Problem to work on:
Go through the data below and return each line containing the word "type".

[Stored data]

◇ ◇ ◇

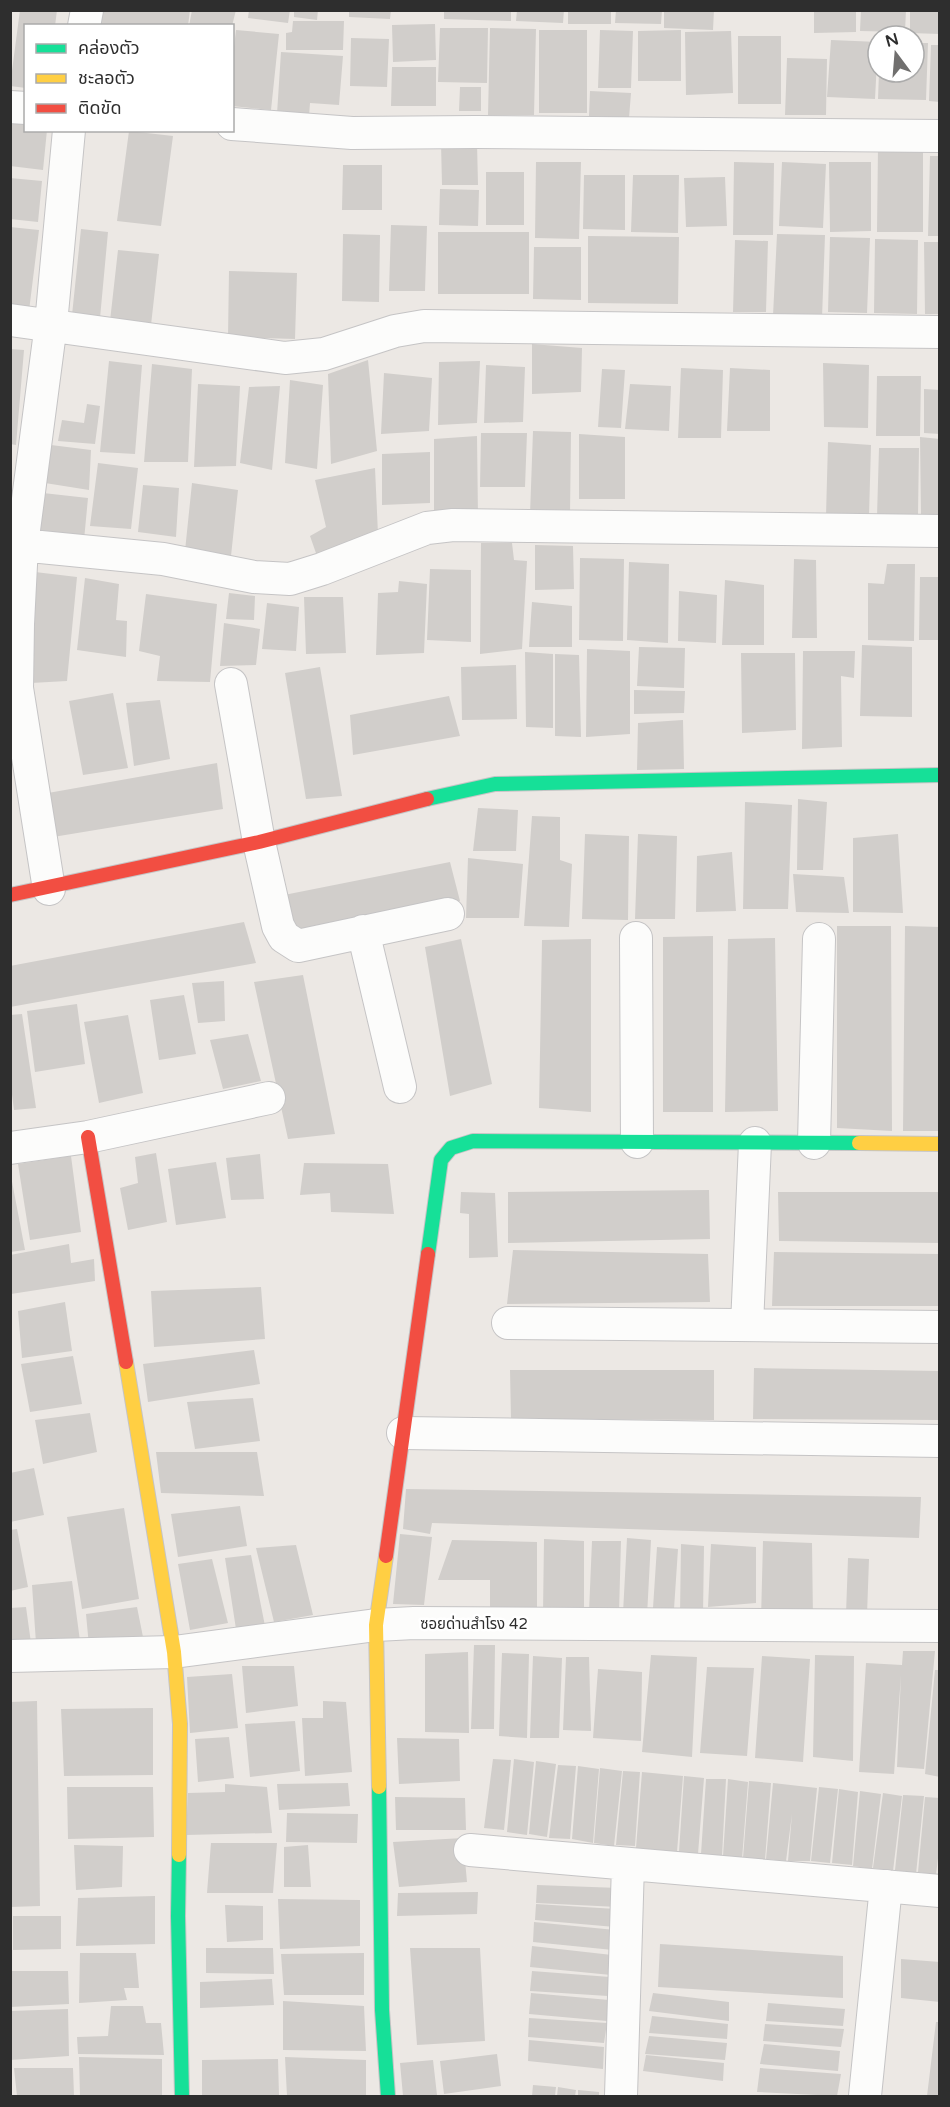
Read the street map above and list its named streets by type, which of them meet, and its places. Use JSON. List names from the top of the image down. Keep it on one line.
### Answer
{"streets":{"street":["ซอยด่านสำโรง 42"]},"legend":["คล่องตัว","ชะลอตัว","ติดขัด"],"north":"top"}
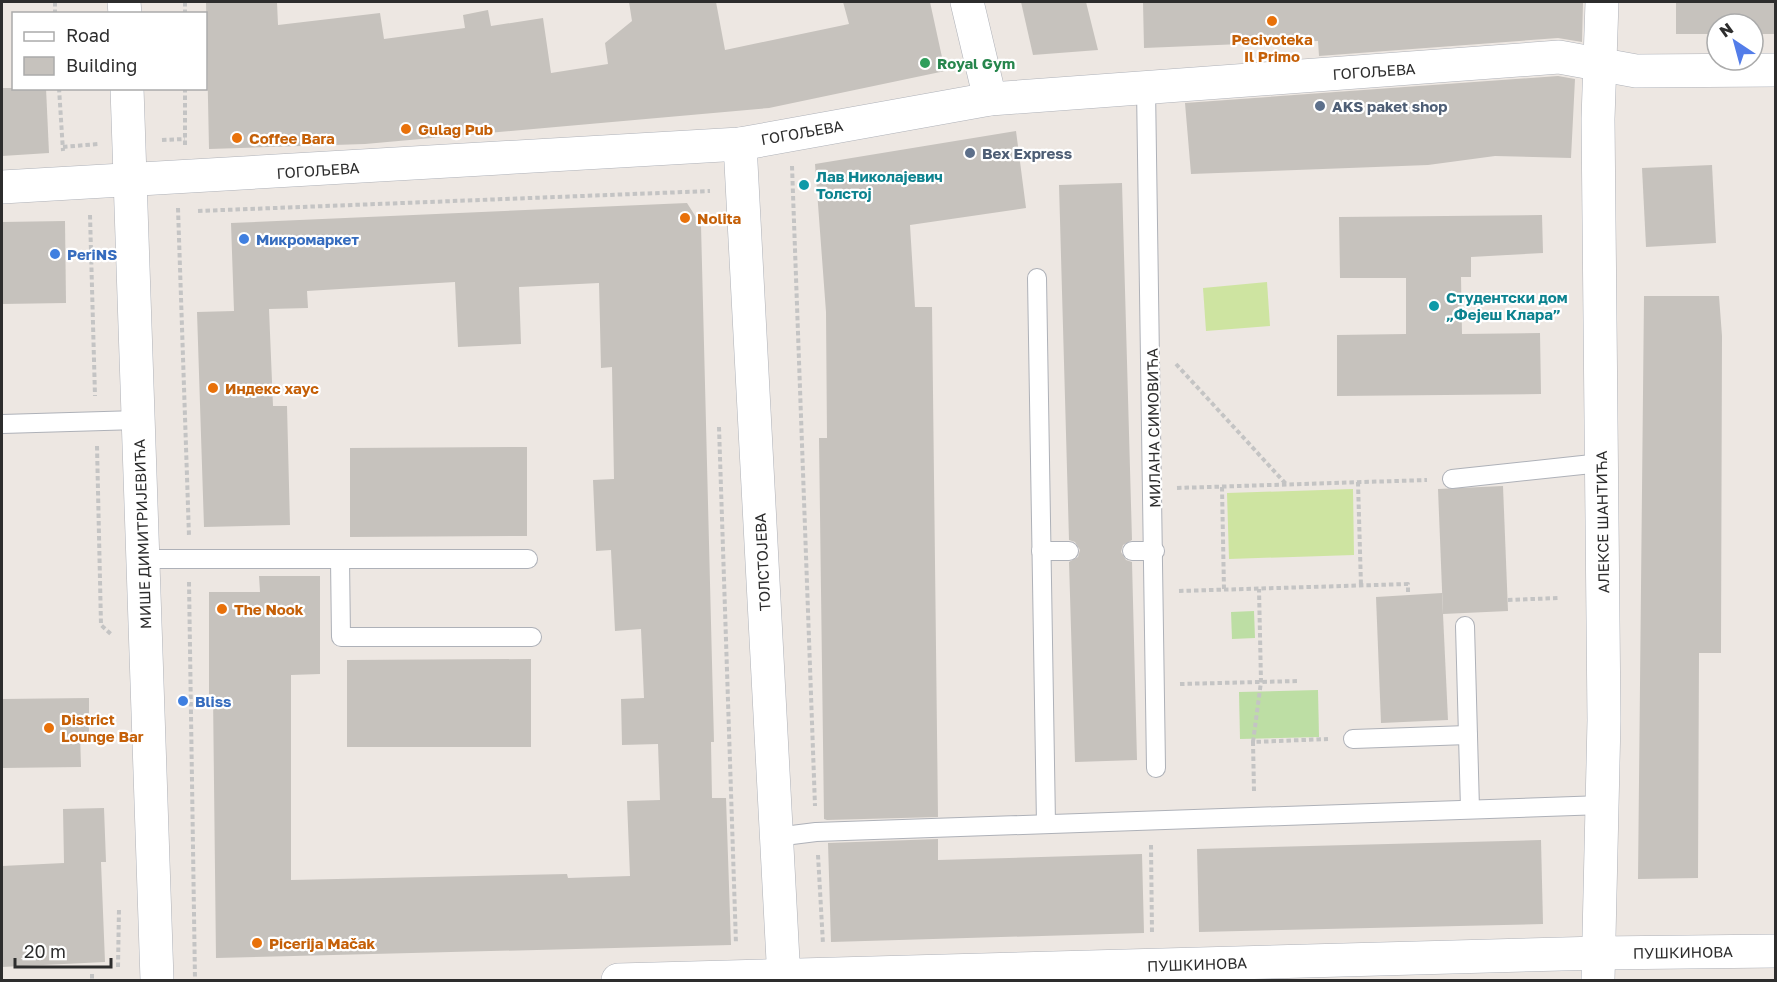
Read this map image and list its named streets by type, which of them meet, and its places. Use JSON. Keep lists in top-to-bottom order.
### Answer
{
  "streets": {
    "street": [
      "ГОГОЉЕВА",
      "АЛЕКСЕ ШАНТИЋА",
      "МИШЕ ДИМИТРИЈЕВИЋА",
      "ТОЛСТОЈЕВА",
      "ПУШКИНОВА"
    ],
    "lane": ["МИЛАНА СИМОВИЋА"]
  },
  "crossings": [
    ["ГОГОЉЕВА", "МИЛАНА СИМОВИЋА"],
    ["ГОГОЉЕВА", "АЛЕКСЕ ШАНТИЋА"],
    ["ГОГОЉЕВА", "МИШЕ ДИМИТРИЈЕВИЋА"],
    ["ГОГОЉЕВА", "ТОЛСТОЈЕВА"],
    ["АЛЕКСЕ ШАНТИЋА", "ПУШКИНОВА"],
    ["ТОЛСТОЈЕВА", "ПУШКИНОВА"]
  ],
  "places": [
    "Pecivoteka Il Primo",
    "Royal Gym",
    "AKS paket shop",
    "Gulag Pub",
    "Coffee Bara",
    "Bex Express",
    "Лав Николајевич Толстој",
    "Nolita",
    "Микромаркет",
    "PeriNS",
    "Студентски дом „Фејеш Клара”",
    "Индекс хаус",
    "The Nook",
    "Bliss",
    "District Lounge Bar",
    "Picerija Mačak"
  ],
  "legend": ["Road", "Building"],
  "scale_bar": "20 m",
  "north": "top left"
}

◇ ◇ ◇

Result of this task:
Read the street map above and list its named streets by type, which of them meet, and its places. Use JSON. List names from the top of the image down. Keep it on one line.
Read this map image and list its named streets by type, which of them meet, and its places. Use JSON. Keep lists in top-to-bottom order.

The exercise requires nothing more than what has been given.